Eileen Claussen, President, Pew Center on Global Climate Change

Brazil is the fifth largest country in the world and its economy is roughly equal to that of all other South American countries combined. Yet, its greenhouse gas emissions are less than one-third of the continent's total due to the dominant role of hydropower. Total energy consumption is less than one-tenth the level in the United States and per capita carbon emissions are just 0.5 tons, compared to approximately 1.0 ton in Argentina and Mexico.

Brazil is already considered an environmental leader among developing countries and plays a significant role in the international climate change debate. Whether it is able to stay on this path will depend in part on its energy choices over the next fifteen years. This report describes the context for new power sector investments and presents three alternative policy scenarios for 2015. The report finds that:

  • Construction of new hydroelectric plants is increasingly expensive and controversial due to social and environmental impacts. As a result, many new investors may favor natural gas-fired combined-cycle plants. Under a business-as-usual trajectory, carbon dioxide emissions will grow from 3.4 million tons in 1995 to 14.5 million tons in 2015, mainly due to this shift to natural gas.
  • Further tightening of local environmental regulations and adoption of renewable energy policies could reduce carbon dioxide and sulfur dioxide emissions by 82 percent and 75 percent, respectively, by 2015 compared to the baseline scenario, at little additional cost.
  • Creating a carbon-free power sector would require an additional $25 billion in cumulative costs by 2015 — about 15 percent more than the business-as-usual scenario — and would expand the use of renewable energy resources.
  • Wind power potential could be harnessed — increasing from zero to 2 percent of total installed capacity by 2015 — depending on the extent of government subsidies.

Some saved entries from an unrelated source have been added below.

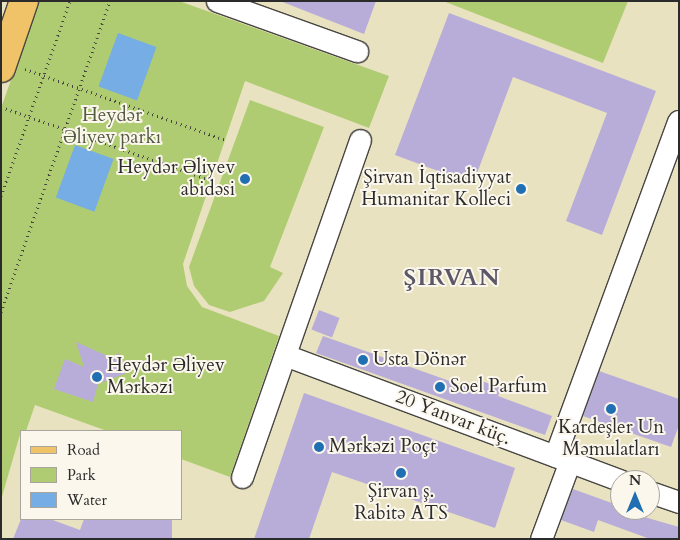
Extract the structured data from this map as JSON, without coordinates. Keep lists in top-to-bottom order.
{
  "streets": {
    "street": ["20 Yanvar küç."]
  },
  "districts": ["ŞIRVAN"],
  "parks": ["Heydər Əliyev parkı"],
  "places": [
    "Heydər Əliyev abidəsi",
    "Şirvan İqtisadiyyat Humanitar Kolleci",
    "Usta Dönər",
    "Heydər Əliyev Mərkəzi",
    "Soel Parfum",
    "Kardeşler Un Məmulatları",
    "Mərkəzi Poçt",
    "Şirvan ş. Rabitə ATS"
  ],
  "legend": ["Road", "Park", "Water"],
  "north": "top"
}
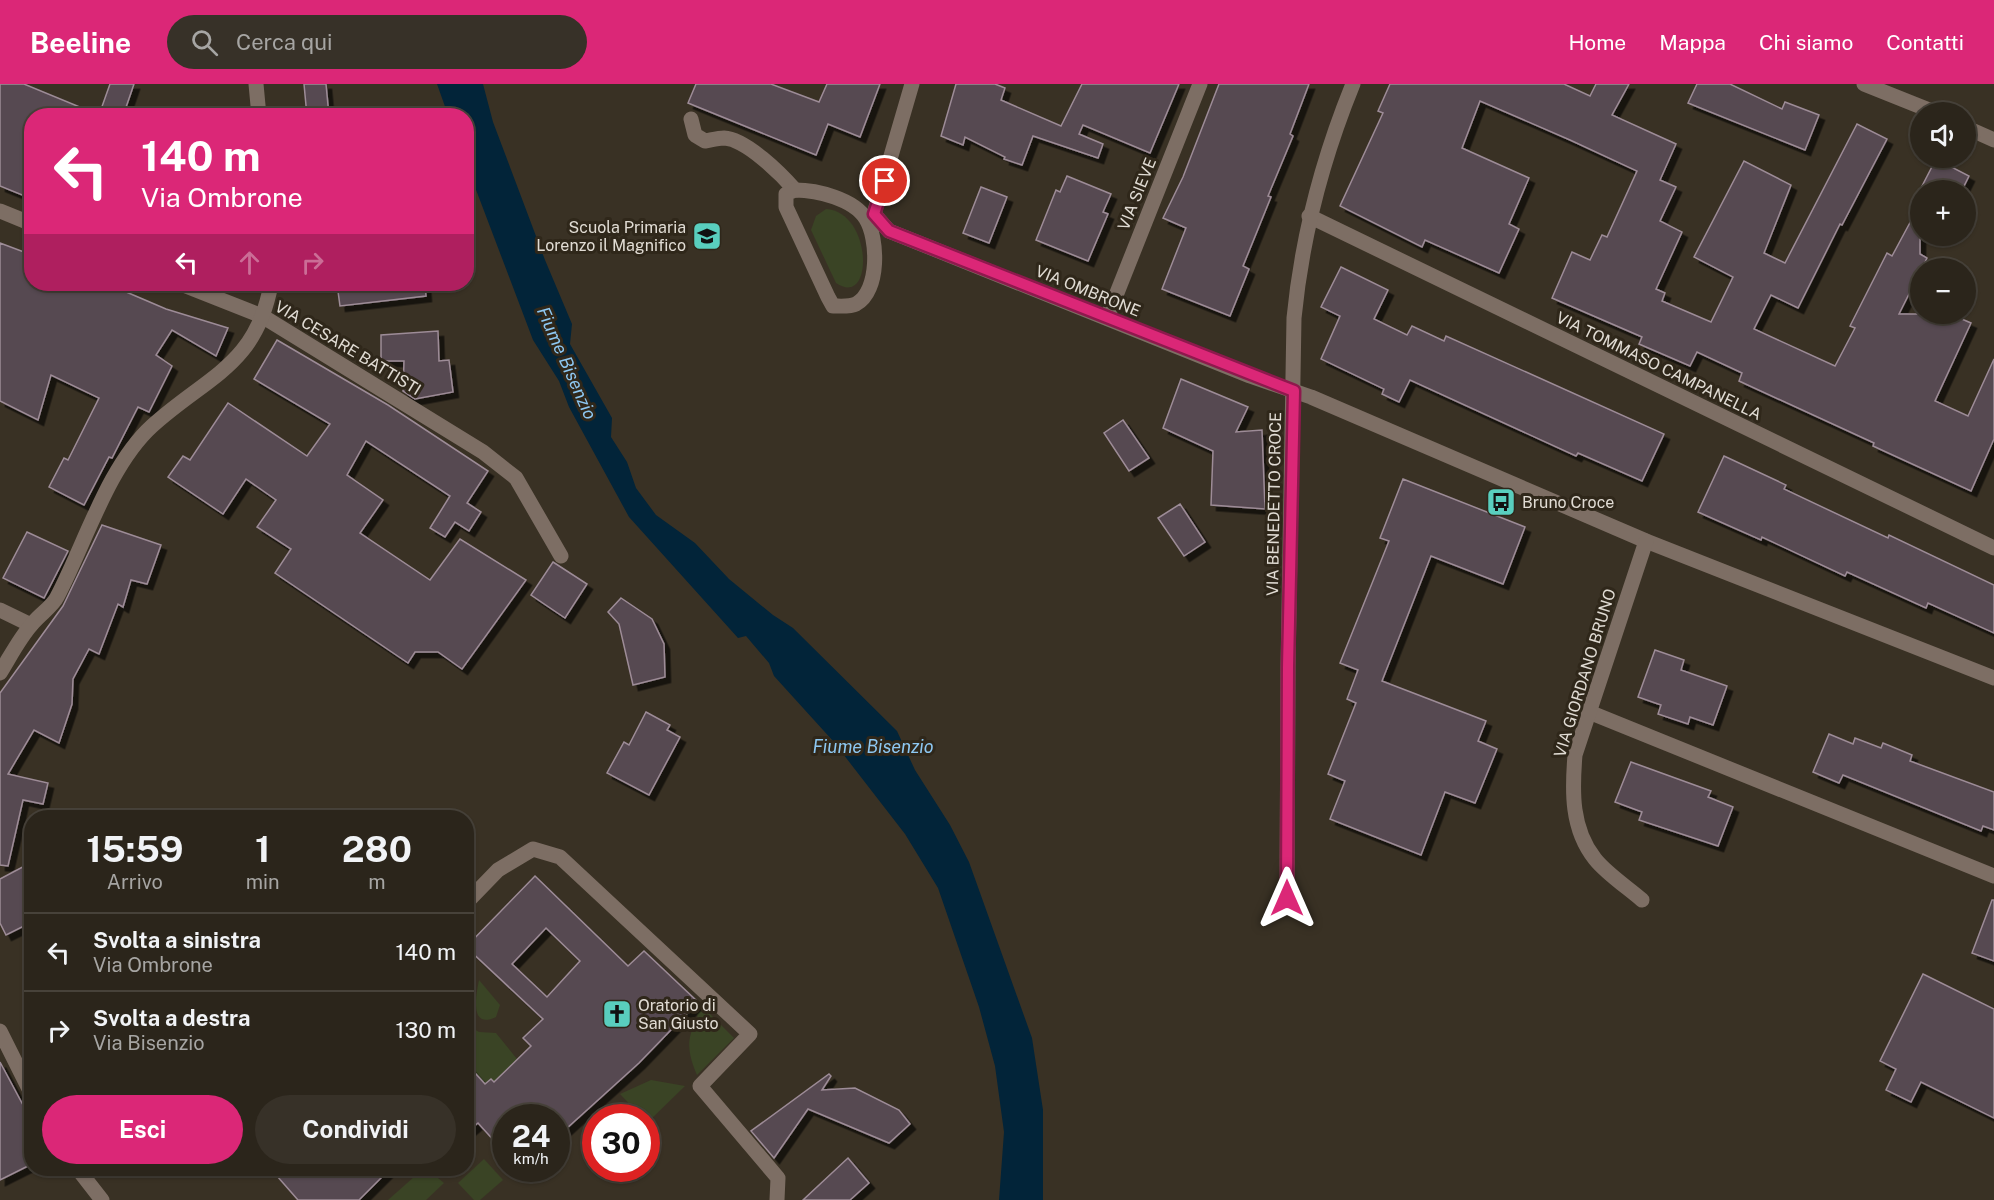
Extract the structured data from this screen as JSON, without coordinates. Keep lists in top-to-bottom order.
{
  "streets": {
    "street": [
      "VIA SIEVE",
      "VIA OMBRONE",
      "VIA CESARE BATTISTI",
      "VIA TOMMASO CAMPANELLA",
      "VIA BENEDETTO CROCE",
      "VIA GIORDANO BRUNO"
    ]
  },
  "crossings": [
    ["VIA SIEVE", "VIA OMBRONE"],
    ["VIA OMBRONE", "VIA BENEDETTO CROCE"],
    ["VIA TOMMASO CAMPANELLA", "VIA BENEDETTO CROCE"]
  ],
  "water": ["Fiume Bisenzio"],
  "places": {
    "school or university": ["Scuola Primaria Lorenzo il Magnifico"],
    "bus stop": ["Bruno Croce"],
    "church": ["Oratorio di San Giusto"]
  },
  "page": {
    "header": "Beeline",
    "search": "Cerca qui",
    "nav": [
      "Home",
      "Mappa",
      "Chi siamo",
      "Contatti"
    ],
    "map_buttons": ["+", "−"],
    "turn": ["140 m", "Via Ombrone"],
    "eta": [
      "15:59",
      "Arrivo",
      "1",
      "min",
      "280",
      "m"
    ],
    "list": [
      {
        "name": "Svolta a sinistra",
        "note": "Via Ombrone",
        "value": "140 m"
      },
      {
        "name": "Svolta a destra",
        "note": "Via Bisenzio",
        "value": "130 m"
      }
    ],
    "buttons": ["Esci", "Condividi"],
    "speed": "24 km/h",
    "limit": "30"
  }
}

Developing Countries and Global Climate Change: Electric Power Options in Brazil is the fifth of a series commissioned by the Center for Climate and Energy Solutions to examine the electric power sector in developing countries, including four other case studies of Korea, India, China, and Argentina.

The Pew Center was established in 1998 by the Pew Charitable Trusts to bring a new cooperative approach and critical scientific, economic, and technological expertise to the global climate change debate. We believe that climate change is serious business, and only through a better understanding of circumstances in individual countries can we hope to arrive at a serious response.   

Executive Summary

Brazil generates over 90 percent of its electricity by capturing the energy in falling water. Per capita carbon emissions in Brazil are less than half the world average, largely because of the country's heavy reliance on hydropower, which produces few greenhouse gas emissions. Many of the country's new power plants, however, will likely use natural gas since many investors view hydroelectric plants as increasingly costly, controversial, and risky.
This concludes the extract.